Terpaksa sang adik dibawanya ke hadapan al-Habib
Husein al-Haddad. Rupanya berkat keramatnya al-Habib Husein al-Haddad,
si pemuda pemabuk tersebut menjadi orang yang shaleh, mau bertaubat
kepada Allah Swt.
Sesampai di Bangil, mereka berdua turun dari
stasiun. Untuk menuju ke kediaman al-Habib Husein, mereka memerlukan
kendaraan yang lain dengan menaiki dokar. Di situ ada seoang kusir dokar
dengan blangkon di kepalanya ditanya oleh orang Arab itu: “Pak supir,
tahukah engkau rumahnya al-Habib Husein al-Haddad?”
Dijawab:
“Tahu,” yang kemudian mempersilakan dua orang kakak beradik itu menaiki
dokarnya. Di atas dokar itu sang kakak berwasiat kepada sang adik:
“Al-Habib Husein al-Haddad itu adalah seorang waliyullah besar. Nanti
kalau kamu sudah bertemu dengannya, duduklah yang sopan santun dan
jangan berbuat sembrono di hadapannya.”
Sang adik menjawabnya dengan nada ketus: “Heh, Habib Husein aja perlu dihormati. Biasa saja lah ndak perlu sebegitunya!”

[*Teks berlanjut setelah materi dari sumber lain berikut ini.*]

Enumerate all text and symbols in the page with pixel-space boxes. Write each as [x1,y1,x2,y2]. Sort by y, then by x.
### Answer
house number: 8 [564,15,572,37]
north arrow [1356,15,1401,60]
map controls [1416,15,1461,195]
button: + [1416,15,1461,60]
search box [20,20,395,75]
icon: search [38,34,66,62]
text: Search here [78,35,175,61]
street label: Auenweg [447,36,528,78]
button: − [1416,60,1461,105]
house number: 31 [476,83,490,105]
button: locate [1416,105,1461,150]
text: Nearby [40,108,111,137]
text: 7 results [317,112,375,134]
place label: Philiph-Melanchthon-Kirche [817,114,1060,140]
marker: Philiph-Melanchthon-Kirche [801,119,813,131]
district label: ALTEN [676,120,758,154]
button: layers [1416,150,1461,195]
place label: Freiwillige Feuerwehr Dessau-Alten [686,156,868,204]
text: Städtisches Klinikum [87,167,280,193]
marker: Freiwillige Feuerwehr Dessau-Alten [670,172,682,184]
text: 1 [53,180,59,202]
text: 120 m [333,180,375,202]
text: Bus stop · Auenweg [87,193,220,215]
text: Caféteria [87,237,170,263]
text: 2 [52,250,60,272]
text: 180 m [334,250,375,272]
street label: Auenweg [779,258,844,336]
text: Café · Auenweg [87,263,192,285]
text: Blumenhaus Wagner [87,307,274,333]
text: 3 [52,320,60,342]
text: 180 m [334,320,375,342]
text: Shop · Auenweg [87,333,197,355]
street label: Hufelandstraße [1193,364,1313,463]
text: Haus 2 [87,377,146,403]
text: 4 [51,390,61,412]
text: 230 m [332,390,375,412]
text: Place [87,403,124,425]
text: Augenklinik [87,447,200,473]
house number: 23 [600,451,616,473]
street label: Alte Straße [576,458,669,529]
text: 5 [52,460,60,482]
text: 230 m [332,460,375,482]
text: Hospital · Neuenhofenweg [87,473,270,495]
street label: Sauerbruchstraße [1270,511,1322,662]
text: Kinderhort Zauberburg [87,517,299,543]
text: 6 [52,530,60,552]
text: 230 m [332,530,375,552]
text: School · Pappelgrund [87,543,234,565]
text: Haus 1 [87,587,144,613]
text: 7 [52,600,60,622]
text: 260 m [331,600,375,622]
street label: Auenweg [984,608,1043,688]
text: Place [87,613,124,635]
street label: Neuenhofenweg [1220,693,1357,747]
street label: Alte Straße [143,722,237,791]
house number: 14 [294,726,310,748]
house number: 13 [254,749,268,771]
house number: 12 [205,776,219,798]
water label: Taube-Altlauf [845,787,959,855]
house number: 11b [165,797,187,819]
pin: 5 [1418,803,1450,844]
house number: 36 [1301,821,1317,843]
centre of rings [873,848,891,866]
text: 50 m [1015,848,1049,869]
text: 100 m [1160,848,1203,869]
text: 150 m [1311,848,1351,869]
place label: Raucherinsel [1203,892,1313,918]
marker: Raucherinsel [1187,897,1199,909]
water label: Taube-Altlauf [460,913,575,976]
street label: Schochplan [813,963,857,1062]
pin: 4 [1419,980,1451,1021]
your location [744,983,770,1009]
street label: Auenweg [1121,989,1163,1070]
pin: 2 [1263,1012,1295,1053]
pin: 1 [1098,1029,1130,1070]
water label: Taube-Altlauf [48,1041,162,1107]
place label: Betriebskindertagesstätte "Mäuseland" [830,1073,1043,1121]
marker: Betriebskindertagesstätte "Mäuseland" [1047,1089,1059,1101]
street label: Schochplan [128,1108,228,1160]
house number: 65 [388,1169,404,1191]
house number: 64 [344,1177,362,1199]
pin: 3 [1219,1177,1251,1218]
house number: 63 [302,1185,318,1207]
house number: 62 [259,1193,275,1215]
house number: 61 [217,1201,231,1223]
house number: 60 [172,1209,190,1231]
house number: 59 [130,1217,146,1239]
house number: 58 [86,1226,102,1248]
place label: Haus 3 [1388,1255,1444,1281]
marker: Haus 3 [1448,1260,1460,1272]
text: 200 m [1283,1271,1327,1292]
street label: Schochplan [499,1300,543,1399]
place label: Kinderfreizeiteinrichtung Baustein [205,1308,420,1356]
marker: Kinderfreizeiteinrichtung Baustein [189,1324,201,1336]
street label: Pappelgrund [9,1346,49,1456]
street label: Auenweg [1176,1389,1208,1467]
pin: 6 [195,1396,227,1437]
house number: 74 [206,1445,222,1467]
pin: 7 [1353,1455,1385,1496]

Sang kusir pun menghentikan dokarnya dan berkata: “Ini dia rumahnya
al-Habib Husein.” Akhirnya mereka turun dan diikuti oleh sang kusir
dokar. Dimasukkanlah dokar itu di kandang rumah sang kusir. Tak lama dua
tamu itu duduk di depan rumah al-Habib Husein, keluarlah al-Habib
Husein al-Haddad dari dalam rumahnya dengan mengenakan pakaian gamis dan
jubah serta kopyah serba putih.
Lalu sang tamu mengucapkan
salamnya dan dijawab salam itu oleh al-Habib Husein. Dalam hati sang
adik, ia bergumam: “Kok orang ini modelnya seperti tukang kusir dokar
yang tadi?” Rupanya memang beliaulah yang tadi menjadi kusir dokar itu.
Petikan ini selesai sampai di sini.